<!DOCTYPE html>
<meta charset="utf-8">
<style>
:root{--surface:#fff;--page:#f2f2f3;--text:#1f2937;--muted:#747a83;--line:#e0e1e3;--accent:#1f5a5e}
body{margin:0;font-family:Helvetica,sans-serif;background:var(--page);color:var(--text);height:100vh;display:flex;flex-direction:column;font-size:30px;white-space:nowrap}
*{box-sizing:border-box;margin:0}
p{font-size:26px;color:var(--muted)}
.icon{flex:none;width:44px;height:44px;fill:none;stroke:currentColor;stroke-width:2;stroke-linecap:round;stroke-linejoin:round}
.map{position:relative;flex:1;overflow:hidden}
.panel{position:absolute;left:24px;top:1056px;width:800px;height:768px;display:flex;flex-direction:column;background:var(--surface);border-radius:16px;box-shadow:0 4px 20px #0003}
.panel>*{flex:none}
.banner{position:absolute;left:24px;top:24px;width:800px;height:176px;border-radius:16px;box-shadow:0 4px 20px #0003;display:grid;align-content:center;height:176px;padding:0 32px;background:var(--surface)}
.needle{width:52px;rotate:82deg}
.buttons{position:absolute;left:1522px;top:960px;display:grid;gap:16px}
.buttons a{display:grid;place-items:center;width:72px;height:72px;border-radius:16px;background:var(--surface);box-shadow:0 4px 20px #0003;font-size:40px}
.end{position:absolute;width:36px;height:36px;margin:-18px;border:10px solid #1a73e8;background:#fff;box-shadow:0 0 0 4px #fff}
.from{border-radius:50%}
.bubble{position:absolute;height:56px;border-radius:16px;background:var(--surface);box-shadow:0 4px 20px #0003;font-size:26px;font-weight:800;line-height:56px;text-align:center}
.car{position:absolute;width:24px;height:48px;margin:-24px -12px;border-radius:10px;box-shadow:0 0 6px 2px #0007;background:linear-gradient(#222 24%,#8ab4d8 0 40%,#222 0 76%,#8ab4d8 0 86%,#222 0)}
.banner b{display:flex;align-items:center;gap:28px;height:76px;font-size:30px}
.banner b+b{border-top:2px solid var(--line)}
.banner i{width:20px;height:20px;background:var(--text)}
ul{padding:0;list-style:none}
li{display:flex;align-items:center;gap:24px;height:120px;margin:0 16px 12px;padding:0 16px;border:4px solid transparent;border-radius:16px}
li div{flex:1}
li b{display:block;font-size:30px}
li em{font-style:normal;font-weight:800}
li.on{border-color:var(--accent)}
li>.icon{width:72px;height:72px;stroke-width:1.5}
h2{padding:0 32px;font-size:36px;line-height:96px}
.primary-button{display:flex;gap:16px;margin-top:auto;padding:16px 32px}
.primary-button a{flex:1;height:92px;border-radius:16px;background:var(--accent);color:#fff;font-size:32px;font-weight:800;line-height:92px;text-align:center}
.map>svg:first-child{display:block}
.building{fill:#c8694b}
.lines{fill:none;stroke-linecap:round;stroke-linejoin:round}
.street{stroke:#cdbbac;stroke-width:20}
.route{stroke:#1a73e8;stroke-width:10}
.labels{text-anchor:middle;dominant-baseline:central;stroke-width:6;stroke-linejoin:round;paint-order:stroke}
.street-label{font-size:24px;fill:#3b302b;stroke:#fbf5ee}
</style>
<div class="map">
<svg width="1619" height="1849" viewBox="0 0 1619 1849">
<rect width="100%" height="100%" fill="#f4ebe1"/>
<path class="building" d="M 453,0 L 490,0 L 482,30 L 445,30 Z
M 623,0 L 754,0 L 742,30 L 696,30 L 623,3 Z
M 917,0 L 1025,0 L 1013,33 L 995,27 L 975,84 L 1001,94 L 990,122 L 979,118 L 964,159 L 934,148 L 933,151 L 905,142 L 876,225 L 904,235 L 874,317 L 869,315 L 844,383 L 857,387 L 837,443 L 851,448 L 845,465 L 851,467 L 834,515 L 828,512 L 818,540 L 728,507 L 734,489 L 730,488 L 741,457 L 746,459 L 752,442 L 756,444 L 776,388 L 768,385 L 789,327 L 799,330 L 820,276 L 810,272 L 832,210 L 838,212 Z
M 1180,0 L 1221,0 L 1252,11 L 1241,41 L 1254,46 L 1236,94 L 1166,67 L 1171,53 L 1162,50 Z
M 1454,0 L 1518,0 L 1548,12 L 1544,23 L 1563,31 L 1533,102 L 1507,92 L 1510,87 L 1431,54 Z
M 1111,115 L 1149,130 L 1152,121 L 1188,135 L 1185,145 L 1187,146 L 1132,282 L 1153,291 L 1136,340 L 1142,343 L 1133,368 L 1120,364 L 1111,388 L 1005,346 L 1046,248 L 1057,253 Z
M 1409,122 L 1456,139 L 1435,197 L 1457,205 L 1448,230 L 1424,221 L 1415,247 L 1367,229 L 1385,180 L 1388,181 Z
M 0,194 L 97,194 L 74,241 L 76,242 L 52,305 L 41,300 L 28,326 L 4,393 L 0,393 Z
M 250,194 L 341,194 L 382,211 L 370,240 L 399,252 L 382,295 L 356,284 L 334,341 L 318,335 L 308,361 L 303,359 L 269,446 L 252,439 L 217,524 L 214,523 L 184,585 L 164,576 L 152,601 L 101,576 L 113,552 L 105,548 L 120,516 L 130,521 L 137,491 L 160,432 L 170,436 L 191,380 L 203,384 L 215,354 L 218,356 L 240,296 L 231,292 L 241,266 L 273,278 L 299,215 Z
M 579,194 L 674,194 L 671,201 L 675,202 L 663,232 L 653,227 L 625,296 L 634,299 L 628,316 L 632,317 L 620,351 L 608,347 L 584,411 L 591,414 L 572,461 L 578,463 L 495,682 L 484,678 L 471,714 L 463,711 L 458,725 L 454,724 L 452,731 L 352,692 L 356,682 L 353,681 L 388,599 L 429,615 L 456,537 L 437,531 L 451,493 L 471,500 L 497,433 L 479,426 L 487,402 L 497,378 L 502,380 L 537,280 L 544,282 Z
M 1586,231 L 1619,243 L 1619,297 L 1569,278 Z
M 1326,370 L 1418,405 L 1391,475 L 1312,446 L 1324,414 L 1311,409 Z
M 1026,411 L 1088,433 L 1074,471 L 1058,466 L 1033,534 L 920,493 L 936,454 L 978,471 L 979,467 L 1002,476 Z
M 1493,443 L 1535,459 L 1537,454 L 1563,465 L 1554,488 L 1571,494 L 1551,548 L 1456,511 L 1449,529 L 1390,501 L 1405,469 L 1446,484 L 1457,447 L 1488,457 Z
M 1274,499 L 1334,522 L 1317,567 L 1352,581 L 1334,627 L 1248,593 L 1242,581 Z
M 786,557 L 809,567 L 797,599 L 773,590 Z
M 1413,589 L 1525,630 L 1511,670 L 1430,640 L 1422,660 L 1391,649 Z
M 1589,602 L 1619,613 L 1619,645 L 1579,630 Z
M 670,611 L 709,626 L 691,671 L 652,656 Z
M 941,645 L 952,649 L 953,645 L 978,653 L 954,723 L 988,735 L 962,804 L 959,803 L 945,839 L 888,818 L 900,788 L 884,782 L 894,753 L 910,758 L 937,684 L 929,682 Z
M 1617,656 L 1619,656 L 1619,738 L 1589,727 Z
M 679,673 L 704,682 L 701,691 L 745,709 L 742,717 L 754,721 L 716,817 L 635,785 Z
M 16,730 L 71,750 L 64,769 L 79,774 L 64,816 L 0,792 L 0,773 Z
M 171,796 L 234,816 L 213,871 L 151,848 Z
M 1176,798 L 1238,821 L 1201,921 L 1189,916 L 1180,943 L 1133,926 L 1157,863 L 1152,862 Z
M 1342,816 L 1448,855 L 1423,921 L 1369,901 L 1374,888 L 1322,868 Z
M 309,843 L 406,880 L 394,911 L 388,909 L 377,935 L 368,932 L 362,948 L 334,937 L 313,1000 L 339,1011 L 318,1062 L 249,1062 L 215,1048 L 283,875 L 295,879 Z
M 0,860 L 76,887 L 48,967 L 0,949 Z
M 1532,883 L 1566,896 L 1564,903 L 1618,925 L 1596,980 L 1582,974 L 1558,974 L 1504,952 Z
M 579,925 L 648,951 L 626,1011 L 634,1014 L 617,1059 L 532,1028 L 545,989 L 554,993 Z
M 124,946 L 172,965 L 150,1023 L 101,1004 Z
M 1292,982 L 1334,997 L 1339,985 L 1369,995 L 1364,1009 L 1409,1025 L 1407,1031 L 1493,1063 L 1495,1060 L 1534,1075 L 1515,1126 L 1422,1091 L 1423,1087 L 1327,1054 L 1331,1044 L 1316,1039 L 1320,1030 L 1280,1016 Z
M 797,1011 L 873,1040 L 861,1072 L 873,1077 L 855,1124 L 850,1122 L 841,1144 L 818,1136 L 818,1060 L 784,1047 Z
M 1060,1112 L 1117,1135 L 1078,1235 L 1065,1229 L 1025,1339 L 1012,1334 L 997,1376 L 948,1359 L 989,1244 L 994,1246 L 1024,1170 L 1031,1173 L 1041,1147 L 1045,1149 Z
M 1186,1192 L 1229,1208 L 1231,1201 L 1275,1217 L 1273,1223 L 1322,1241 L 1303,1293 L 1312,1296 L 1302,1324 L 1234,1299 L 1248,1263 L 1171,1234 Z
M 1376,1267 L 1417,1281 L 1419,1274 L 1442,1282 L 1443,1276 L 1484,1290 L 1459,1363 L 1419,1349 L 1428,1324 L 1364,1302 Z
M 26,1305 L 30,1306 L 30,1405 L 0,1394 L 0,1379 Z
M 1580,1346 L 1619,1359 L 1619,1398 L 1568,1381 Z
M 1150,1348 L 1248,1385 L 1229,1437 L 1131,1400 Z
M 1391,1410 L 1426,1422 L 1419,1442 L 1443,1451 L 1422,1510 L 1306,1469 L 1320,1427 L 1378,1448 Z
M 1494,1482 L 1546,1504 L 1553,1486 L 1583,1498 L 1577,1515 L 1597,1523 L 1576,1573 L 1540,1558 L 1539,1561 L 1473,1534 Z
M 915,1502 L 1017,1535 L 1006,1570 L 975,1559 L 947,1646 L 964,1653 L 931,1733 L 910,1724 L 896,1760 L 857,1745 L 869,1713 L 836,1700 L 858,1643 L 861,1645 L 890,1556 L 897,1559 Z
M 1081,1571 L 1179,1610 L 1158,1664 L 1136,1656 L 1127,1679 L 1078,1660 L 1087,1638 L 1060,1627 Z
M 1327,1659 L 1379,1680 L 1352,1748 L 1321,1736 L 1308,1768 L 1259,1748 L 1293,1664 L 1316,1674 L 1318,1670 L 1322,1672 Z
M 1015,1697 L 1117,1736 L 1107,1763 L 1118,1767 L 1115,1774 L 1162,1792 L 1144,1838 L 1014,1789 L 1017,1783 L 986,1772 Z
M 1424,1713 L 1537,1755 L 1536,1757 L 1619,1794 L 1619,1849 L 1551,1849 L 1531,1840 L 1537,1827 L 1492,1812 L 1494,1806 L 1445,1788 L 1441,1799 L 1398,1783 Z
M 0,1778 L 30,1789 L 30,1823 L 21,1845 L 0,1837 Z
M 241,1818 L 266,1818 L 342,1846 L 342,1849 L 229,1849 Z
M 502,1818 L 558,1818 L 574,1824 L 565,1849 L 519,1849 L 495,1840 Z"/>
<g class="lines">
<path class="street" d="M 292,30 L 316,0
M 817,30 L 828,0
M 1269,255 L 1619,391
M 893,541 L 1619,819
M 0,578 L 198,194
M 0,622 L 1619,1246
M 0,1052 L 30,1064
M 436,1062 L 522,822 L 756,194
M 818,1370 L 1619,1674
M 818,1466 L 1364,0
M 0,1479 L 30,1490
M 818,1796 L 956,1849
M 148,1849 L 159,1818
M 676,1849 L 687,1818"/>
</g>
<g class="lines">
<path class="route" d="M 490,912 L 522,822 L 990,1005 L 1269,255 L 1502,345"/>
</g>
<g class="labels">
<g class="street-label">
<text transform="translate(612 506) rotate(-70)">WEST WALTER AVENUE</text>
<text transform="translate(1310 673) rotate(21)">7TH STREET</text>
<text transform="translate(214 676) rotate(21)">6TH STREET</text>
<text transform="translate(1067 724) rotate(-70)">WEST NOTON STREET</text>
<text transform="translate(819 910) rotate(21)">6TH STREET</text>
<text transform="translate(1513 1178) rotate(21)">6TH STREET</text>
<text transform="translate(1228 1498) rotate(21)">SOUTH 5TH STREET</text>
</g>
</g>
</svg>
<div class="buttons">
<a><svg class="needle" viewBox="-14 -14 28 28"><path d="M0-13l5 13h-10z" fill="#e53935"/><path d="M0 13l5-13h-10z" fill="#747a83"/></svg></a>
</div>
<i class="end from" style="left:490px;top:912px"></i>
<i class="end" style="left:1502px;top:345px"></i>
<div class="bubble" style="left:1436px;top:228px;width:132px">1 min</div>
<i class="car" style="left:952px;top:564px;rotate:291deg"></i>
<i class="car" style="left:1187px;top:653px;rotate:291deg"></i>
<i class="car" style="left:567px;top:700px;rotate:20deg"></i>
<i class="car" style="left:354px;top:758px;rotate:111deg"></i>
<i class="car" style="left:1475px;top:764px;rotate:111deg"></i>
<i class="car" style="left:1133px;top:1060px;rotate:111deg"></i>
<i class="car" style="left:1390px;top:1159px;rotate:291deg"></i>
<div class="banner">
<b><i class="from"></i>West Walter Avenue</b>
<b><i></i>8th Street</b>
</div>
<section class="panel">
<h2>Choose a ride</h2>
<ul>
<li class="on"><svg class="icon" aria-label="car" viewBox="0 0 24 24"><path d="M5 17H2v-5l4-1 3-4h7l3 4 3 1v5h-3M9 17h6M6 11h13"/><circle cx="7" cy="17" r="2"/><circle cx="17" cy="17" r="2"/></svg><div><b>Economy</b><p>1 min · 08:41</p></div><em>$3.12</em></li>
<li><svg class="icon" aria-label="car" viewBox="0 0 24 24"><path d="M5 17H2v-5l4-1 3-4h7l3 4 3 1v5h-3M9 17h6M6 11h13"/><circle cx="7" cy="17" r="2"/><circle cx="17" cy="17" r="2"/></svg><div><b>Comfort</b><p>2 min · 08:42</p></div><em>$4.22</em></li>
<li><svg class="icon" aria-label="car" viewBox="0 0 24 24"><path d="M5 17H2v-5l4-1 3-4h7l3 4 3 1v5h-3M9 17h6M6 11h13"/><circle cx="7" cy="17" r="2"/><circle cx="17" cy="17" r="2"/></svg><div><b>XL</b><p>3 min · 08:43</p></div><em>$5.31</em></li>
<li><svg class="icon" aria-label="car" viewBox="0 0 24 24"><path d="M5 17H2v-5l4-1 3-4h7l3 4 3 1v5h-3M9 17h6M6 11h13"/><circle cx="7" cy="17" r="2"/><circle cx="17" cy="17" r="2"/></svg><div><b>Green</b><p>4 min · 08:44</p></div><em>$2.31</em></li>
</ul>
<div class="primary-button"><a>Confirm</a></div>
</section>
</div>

• • • • • • •

▸ WHAT THE TASK ASKS
Using the listing above, work out how many lines contain the string "linecap" and return only that number.

▸ SOLUTION TO THE PROBLEM
2